En raison de la demande initiale de transporteurs aériens américains, Boeing allait vendre les 60 premiers 247 à sa compagnie affiliée, Boeing Air Transport (qui faisait partie de la United Aircraft et Transport Corporation, UATC), à un prix unitaire de 65.000$. TWA (Transcontinental & Western Air) commanda également le 247 mais UATC allait décliner l'offre, ce qui entraîna le président de TWA, Jack Frye, à financer la conception du prototype DC-1 de Douglas, qui, comme tout le monde sait, allait donner naissance au succès planétaire que fut le DC-3.
Bien que le concept de Boeing avait été le premier à connaître la production en série, le 247 allait vite souffrir de quelques défauts de conception assez rédhibitoires. La capacité limitée à 10 passagers était un inconvénient majeur pour les transporteurs aériens qui allaient naturellement se tourner vers le DC-2, puis le DC-3; des avions nettement plus rentables à ce niveau. Le Lockheed modèle 10 Electra, qui avait une configuration similaire, était d’un dessin plus compact, et cet avion pouvait transporter le même nombre de passagers à un coût bien moindre. Une autre caractéristique devant influencer le confort des passagers était que le longeron principal de l'aile du 247 traversait carrément la cabine, et des personnes se déplaçant au travers de celle-ci avaient à enjamber cet obstacle.
Soixante-cinq modèles 247 furent construits. Par contraste, Douglas recueilli 800 commandes civiles pour son DC-3 avant l'attaque de Pearl Harbor, et allait produire plus de 10.000 de ces machines, version militaire C-47 comprise, tandis que la "famille Electra" de Lockheed allait finalement atteindre plus de 3.000 ventes dans les différentes variantes civiles et militaires. Boeing Air Transport avait acheté 60 exemplaires et United Aircraft Corp 10. Quatre avions allèrent à la Deutsche Luft Hansa, et un dernier fut acheté par un privé en Chine. Alors que l'industrie se standardisait sur les concurrents de Boeing, de nombreux avions de United furent ensuite achetés par Western Air Express "à prix cassés".
Le 247 reste en service aérien jusqu'à la Seconde Guerre mondiale et plusieurs machines seront converties en C-73 de transport et d’entraînement. L’escadron 121 de la Royal Canadian Air Force (RCAF) exploite sept 247D pendant la première partie de la guerre. Certains 247 volaient encore dans les années 1960, convertis soit en transport de fret ou en avions d'affaires privés.

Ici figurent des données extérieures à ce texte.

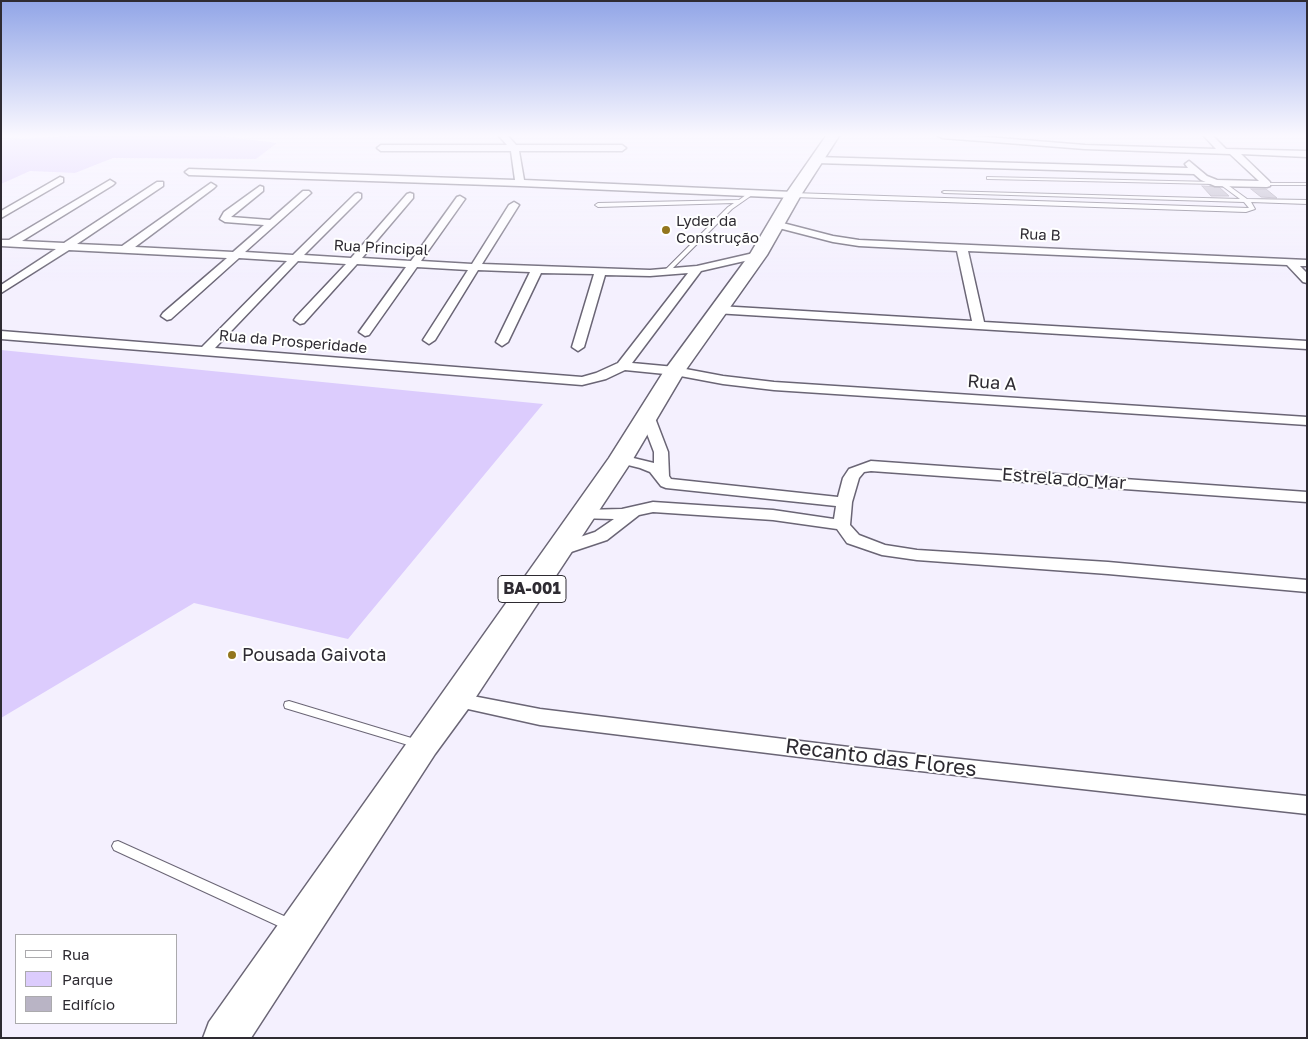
<!DOCTYPE html>
<meta charset="utf-8">
<style>
body{margin:0}
#map{position:relative;width:1308px;height:1039px;overflow:hidden;background:#f4f0fe;font-family:"Golos Text",sans-serif}
canvas{display:block}
.frame{position:absolute;inset:0;border:2px solid #2e2b32;pointer-events:none}
.legend{position:absolute;left:15px;top:934px;width:162px;height:90px;box-sizing:border-box;background:#fff;border:1px solid #abaaad;margin:0;padding:6px 9px;list-style:none;font-size:15px;color:#2e2b32}
.legend li{display:flex;align-items:center;gap:10px;height:25px}
.legend b{width:25px;border:1px solid #abaaad}
</style>
<div id="map">
<canvas width="1308" height="1039"></canvas>
<div class="frame"></div>
<ul class="legend">
<li><b style="height:6px;background:#fff"></b>Rua</li>
<li><b style="height:14px;background:#dcccfd"></b>Parque</li>
<li><b style="height:14px;background:#b9b4c5"></b>Edifício</li>
</ul>
</div>
<script>
const c = document.querySelector('canvas').getContext('2d');
c.lineJoin = 'round';
function fillPath(path, color) {
  c.fillStyle = color;
  c.fill(path, 'evenodd');
}
function toPath(rows) {
  const path = new Path2D();
  for (const r of rows) {
    path.moveTo(r[0], r[1]);
    for (let i = 2; i < r.length; i += 2) path.lineTo(r[i], r[i + 1]);
  }
  return path;
}
function stroke(path, color, width, dash) {
  c.strokeStyle = color;
  c.lineWidth = width;
  c.lineCap = dash ? 'butt' : 'round';
  c.setLineDash(dash || []);
  c.stroke(path);
}
function drawText(font, color, halo, rows, align = 'center') {
  c.font = font + ' "Golos Text",sans-serif';
  c.lineWidth = 4;
  c.setLineDash([]);
  c.textBaseline = 'middle';
  c.strokeStyle = halo;
  c.fillStyle = color;
  for (const [text, x, y, turn = 0] of rows) {
    c.save();
    c.translate(x, y);
    c.rotate((+turn || 0) * Math.PI / 180);
    c.textAlign = isNaN(turn) ? turn : align;
    if (halo) c.strokeText(text, 0, 0);
    c.fillText(text, 0, 0);
    c.restore();
  }
}
fillPath(toPath([
 [73,136,220,136,277,143,256,159,113,158,75,173,30,171,1,184,1,140],
 [1,350,543,404,348,639,194,603,1,718]
]), '#dcccfd');
const building = toPath([
 [1202,186,1219,187,1229,196,1211,196,1202,186],
 [1251,189,1266,189,1277,198,1261,197,1251,189]
]);
fillPath(building, '#b9b4c5');
stroke(building, '#9c96a7', 1);
const lane = toPath([
 [987,177,1215,182,1217,183,1215,184,989,179,987,179,987,177],
 [1221,183,1225,183,1247,199,1307,200,1307,204,1251,202,1255,209,1246,212,793,197,790,195,793,193,1249,208,1244,202,944,193,942,192,944,191,1240,199,1221,185,1221,183],
 [1265,183,1307,183,1307,185,1265,185,1265,183],
 [750,192,753,194,752,195,732,209,668,273,666,274,664,273,664,271,728,207,734,203,598,207,595,205,598,203,739,200,750,192],
 [289,701,418,740,422,741,424,744,422,747,418,748,285,708,284,705,285,702,289,701],
 [118,841,295,921,297,925,295,929,290,931,285,929,114,850,112,846,114,842,118,841]
]);
const street = toPath([
 [499,136,508,136,516,145,622,145,626,148,622,151,519,151,524,180,793,192,798,195,793,198,520,186,189,175,185,172,189,169,515,180,511,151,381,151,377,148,381,145,507,145,499,136],
 [938,136,975,136,1085,145,1216,149,1204,136,1213,136,1226,149,1307,151,1307,157,1241,154,1270,182,1270,186,1267,187,1215,186,1201,180,1194,174,816,163,812,160,816,157,1188,168,1185,164,1189,161,1207,176,1217,180,1259,181,1230,154,1085,149,942,138,938,136],
 [60,177,63,178,63,182,1,218,1,211,60,177],
 [110,180,115,183,113,185,22,241,64,243,157,182,163,182,163,186,77,244,122,246,211,183,216,186,214,188,135,247,233,252,264,225,225,222,220,219,224,212,260,186,263,187,263,191,231,217,270,220,303,191,309,191,311,193,245,252,293,255,355,194,358,193,361,194,361,198,304,255,351,258,407,194,410,193,413,194,413,198,362,258,411,261,457,197,460,196,465,199,421,261,472,264,509,205,514,202,519,205,482,264,650,270,697,266,758,252,762,253,763,255,762,257,701,271,632,363,675,367,723,376,774,382,1307,417,1307,425,774,390,723,384,675,375,625,370,606,379,582,385,1,339,1,331,202,347,287,261,239,258,171,319,167,320,161,316,163,313,227,258,69,250,1,293,1,285,56,249,1,246,1,240,9,240,110,180],
 [298,261,346,264,296,317,294,320,300,324,304,323,357,264,406,267,359,332,365,336,369,335,417,267,468,270,423,340,429,344,435,340,478,270,530,272,496,342,502,346,508,342,541,273,594,274,572,347,578,351,584,347,605,275,650,276,688,273,618,363,596,373,582,377,215,348,298,261],
 [775,221,833,236,859,240,1307,260,1307,266,1300,266,1307,273,1307,283,1303,282,1287,265,968,251,984,322,1307,341,1307,349,715,313,713,310,715,307,719,306,972,321,957,251,859,246,833,242,771,226,771,222,775,221],
 [648,414,653,415,655,418,668,452,669,476,671,479,838,497,843,478,849,469,871,461,1307,492,1307,502,871,471,864,472,859,478,852,502,850,525,859,535,885,545,917,550,1108,562,1307,580,1307,592,1108,574,917,560,882,555,847,543,837,529,773,520,653,512,639,515,607,540,565,554,559,555,553,554,551,550,553,546,595,532,614,519,576,518,574,515,576,512,582,510,622,509,653,502,773,510,834,519,836,506,666,488,661,486,650,472,640,468,616,462,614,459,616,456,621,455,654,463,654,452,641,418,643,415,648,414],
 [457,693,540,709,857,748,1307,796,1307,814,857,764,540,725,450,705,447,700,450,695,457,693]
]);
const primary = toPath([
 [826,136,839,136,801,195,767,255,685,371,633,459,468,709,435,754,251,1038,203,1038,209,1022,609,458,664,371,750,254,785,195,826,136]
]);
stroke(lane, '#6a6575', 2);
stroke(street, '#6a6575', 3);
stroke(primary, '#6a6575', 3);
fillPath(lane, '#fff');
fillPath(street, '#fff');
fillPath(primary, '#fff');
const sky = c.createLinearGradient(0, 0, 0, 282);
sky.addColorStop(0, '#91a5e7');
sky.addColorStop(0.48, '#faf8ff');
sky.addColorStop(1, '#faf8ff00');
c.fillStyle = sky;
c.fillRect(0, 0, 1308, 282);
for (const [x, y, r, color] of [
 [666,230,5,"#93761d"],
 [232,655,5,"#93761d"]
]) {
  const dot = new Path2D();
  dot.arc(x, y, r, 0, 2 * Math.PI);
  c.fillStyle = color;
  c.fill(dot);
  stroke(dot, '#fff', 2);
}
drawText('15px', '#2e2b32', '#fff', [
 ["Lyder da",676,221],
 ["Construção",676,238]
], 'left');
drawText('15px', '#2e2b32', '#fff', [
 ["Rua B",1040,235,3],
 ["Rua Principal",381,248,3],
 ["Rua da Prosperidade",293,342,5]
]);
for (const [x, y, w] of [
 [532,589,68]
]) {
  const box = new Path2D();
  box.roundRect(x - w / 2, y - 13.5, w, 27, 4);
  c.fillStyle = '#fff';
  c.fill(box);
  stroke(box, '#2e2b32', 1);
}
drawText('bold 16px', '#2e2b32', null, [
 ["BA-001",532,589]
]);
drawText('18px', '#2e2b32', '#fff', [
 ["Rua A",992,383,4],
 ["Estrela do Mar",1064,479,4]
]);
drawText('18px', '#2e2b32', '#fff', [
 ["Pousada Gaivota",242,655]
], 'left');
drawText('21px', '#2e2b32', '#fff', [
 ["Recanto das Flores",881,758,7]
]);
</script>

Un certain nombre de variantes spécialement modifiées inclurent un Boeing 247Y de United que l’Air Corps avait modifié avec deux mitrailleuses dans le nez. La même installation allait plus tard être adaptée à un 247Y détenu par le général Tchang KaÏ-chek, cet avion comportant également une mitrailleuse de calibre .50 Colt montée sur support flexible. Un 247D acheté par la Royal Air Force britannique fut transformé en plateforme d'essai pour de nouveaux équipements, avec un nez non standard, de nouvelles motorisations et un train fixe.
Le 247D de Turner et Pangborn existe toujours. Opéré à partir du 5 Septembre 1934, il fut loué par United Airlines pour la course MacRobertson de 1934 puis est retourné à United où il fut en service régulier jusqu'en 1937. Par la suite, ce 247D fut vendu à la "Union Electric Company" de Saint-Louis pour une utilisation comme un transport "executive". Le Bureau de la sécurité aérienne achète l'avion en 1939 où il restera en service pendant 14 ans avant d'être remis au National Air and Space Museum de Washington DC. Il y est visible aujourd'hui avec deux marques de série, le côté gauche étant marqué NR257Y, comme en 1934 lors de la course MacRobertson, tandis que le côté droit est peint aux couleurs de United Airlines.